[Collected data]
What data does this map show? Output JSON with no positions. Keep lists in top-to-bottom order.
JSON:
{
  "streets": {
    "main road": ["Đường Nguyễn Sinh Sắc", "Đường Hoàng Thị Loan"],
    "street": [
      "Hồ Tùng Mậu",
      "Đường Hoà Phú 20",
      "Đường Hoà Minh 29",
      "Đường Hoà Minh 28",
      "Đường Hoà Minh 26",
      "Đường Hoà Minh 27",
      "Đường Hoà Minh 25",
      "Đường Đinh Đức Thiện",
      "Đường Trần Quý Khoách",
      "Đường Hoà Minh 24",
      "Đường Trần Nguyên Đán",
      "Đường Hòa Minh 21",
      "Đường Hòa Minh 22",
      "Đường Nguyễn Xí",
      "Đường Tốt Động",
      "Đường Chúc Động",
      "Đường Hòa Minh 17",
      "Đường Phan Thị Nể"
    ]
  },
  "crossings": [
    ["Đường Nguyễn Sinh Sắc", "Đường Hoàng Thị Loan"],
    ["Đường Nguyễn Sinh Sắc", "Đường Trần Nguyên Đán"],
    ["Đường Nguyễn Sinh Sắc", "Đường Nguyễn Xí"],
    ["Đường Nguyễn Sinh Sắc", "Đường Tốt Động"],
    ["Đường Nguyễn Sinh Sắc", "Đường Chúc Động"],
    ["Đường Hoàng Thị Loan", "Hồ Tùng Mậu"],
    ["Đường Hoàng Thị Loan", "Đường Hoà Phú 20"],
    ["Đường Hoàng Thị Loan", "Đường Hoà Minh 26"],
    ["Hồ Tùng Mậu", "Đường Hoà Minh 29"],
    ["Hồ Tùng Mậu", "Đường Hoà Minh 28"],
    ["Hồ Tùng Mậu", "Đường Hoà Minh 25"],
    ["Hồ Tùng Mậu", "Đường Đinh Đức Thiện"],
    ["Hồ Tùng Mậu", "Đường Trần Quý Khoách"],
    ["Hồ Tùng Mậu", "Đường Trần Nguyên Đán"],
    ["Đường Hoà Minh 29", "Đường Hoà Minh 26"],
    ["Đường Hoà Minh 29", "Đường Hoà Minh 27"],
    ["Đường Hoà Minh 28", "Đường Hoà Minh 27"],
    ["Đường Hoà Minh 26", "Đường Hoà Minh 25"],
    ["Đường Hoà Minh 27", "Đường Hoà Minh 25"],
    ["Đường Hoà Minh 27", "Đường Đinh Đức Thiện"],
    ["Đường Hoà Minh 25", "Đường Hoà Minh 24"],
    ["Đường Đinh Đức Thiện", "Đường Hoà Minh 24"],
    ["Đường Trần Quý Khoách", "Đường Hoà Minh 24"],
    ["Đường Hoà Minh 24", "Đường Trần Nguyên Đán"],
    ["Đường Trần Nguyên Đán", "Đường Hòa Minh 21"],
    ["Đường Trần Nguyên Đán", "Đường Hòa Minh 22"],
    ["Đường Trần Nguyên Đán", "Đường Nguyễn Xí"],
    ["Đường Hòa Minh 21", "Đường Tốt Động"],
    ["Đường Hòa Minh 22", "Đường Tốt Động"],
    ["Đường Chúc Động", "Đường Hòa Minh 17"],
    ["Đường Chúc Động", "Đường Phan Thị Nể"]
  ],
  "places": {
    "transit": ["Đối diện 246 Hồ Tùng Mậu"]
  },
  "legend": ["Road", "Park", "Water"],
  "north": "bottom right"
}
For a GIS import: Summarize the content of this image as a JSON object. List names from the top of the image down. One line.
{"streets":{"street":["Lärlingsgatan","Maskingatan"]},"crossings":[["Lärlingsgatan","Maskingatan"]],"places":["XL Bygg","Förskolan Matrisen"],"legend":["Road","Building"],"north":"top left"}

TASK OBJECTIVE
Only an exact copy of all the data will do as the answer.

ANSWER SECTION
What data does this map show? Output JSON with no positions. Keep lists in top-to-bottom order.
JSON:
{
  "streets": {
    "main road": ["Đường Nguyễn Sinh Sắc", "Đường Hoàng Thị Loan"],
    "street": [
      "Hồ Tùng Mậu",
      "Đường Hoà Phú 20",
      "Đường Hoà Minh 29",
      "Đường Hoà Minh 28",
      "Đường Hoà Minh 26",
      "Đường Hoà Minh 27",
      "Đường Hoà Minh 25",
      "Đường Đinh Đức Thiện",
      "Đường Trần Quý Khoách",
      "Đường Hoà Minh 24",
      "Đường Trần Nguyên Đán",
      "Đường Hòa Minh 21",
      "Đường Hòa Minh 22",
      "Đường Nguyễn Xí",
      "Đường Tốt Động",
      "Đường Chúc Động",
      "Đường Hòa Minh 17",
      "Đường Phan Thị Nể"
    ]
  },
  "crossings": [
    ["Đường Nguyễn Sinh Sắc", "Đường Hoàng Thị Loan"],
    ["Đường Nguyễn Sinh Sắc", "Đường Trần Nguyên Đán"],
    ["Đường Nguyễn Sinh Sắc", "Đường Nguyễn Xí"],
    ["Đường Nguyễn Sinh Sắc", "Đường Tốt Động"],
    ["Đường Nguyễn Sinh Sắc", "Đường Chúc Động"],
    ["Đường Hoàng Thị Loan", "Hồ Tùng Mậu"],
    ["Đường Hoàng Thị Loan", "Đường Hoà Phú 20"],
    ["Đường Hoàng Thị Loan", "Đường Hoà Minh 26"],
    ["Hồ Tùng Mậu", "Đường Hoà Minh 29"],
    ["Hồ Tùng Mậu", "Đường Hoà Minh 28"],
    ["Hồ Tùng Mậu", "Đường Hoà Minh 25"],
    ["Hồ Tùng Mậu", "Đường Đinh Đức Thiện"],
    ["Hồ Tùng Mậu", "Đường Trần Quý Khoách"],
    ["Hồ Tùng Mậu", "Đường Trần Nguyên Đán"],
    ["Đường Hoà Minh 29", "Đường Hoà Minh 26"],
    ["Đường Hoà Minh 29", "Đường Hoà Minh 27"],
    ["Đường Hoà Minh 28", "Đường Hoà Minh 27"],
    ["Đường Hoà Minh 26", "Đường Hoà Minh 25"],
    ["Đường Hoà Minh 27", "Đường Hoà Minh 25"],
    ["Đường Hoà Minh 27", "Đường Đinh Đức Thiện"],
    ["Đường Hoà Minh 25", "Đường Hoà Minh 24"],
    ["Đường Đinh Đức Thiện", "Đường Hoà Minh 24"],
    ["Đường Trần Quý Khoách", "Đường Hoà Minh 24"],
    ["Đường Hoà Minh 24", "Đường Trần Nguyên Đán"],
    ["Đường Trần Nguyên Đán", "Đường Hòa Minh 21"],
    ["Đường Trần Nguyên Đán", "Đường Hòa Minh 22"],
    ["Đường Trần Nguyên Đán", "Đường Nguyễn Xí"],
    ["Đường Hòa Minh 21", "Đường Tốt Động"],
    ["Đường Hòa Minh 22", "Đường Tốt Động"],
    ["Đường Chúc Động", "Đường Hòa Minh 17"],
    ["Đường Chúc Động", "Đường Phan Thị Nể"]
  ],
  "places": {
    "transit": ["Đối diện 246 Hồ Tùng Mậu"]
  },
  "legend": ["Road", "Park", "Water"],
  "north": "bottom right"
}
For a GIS import: Summarize the content of this image as a JSON object. List names from the top of the image down. One line.
{"streets":{"street":["Lärlingsgatan","Maskingatan"]},"crossings":[["Lärlingsgatan","Maskingatan"]],"places":["XL Bygg","Förskolan Matrisen"],"legend":["Road","Building"],"north":"top left"}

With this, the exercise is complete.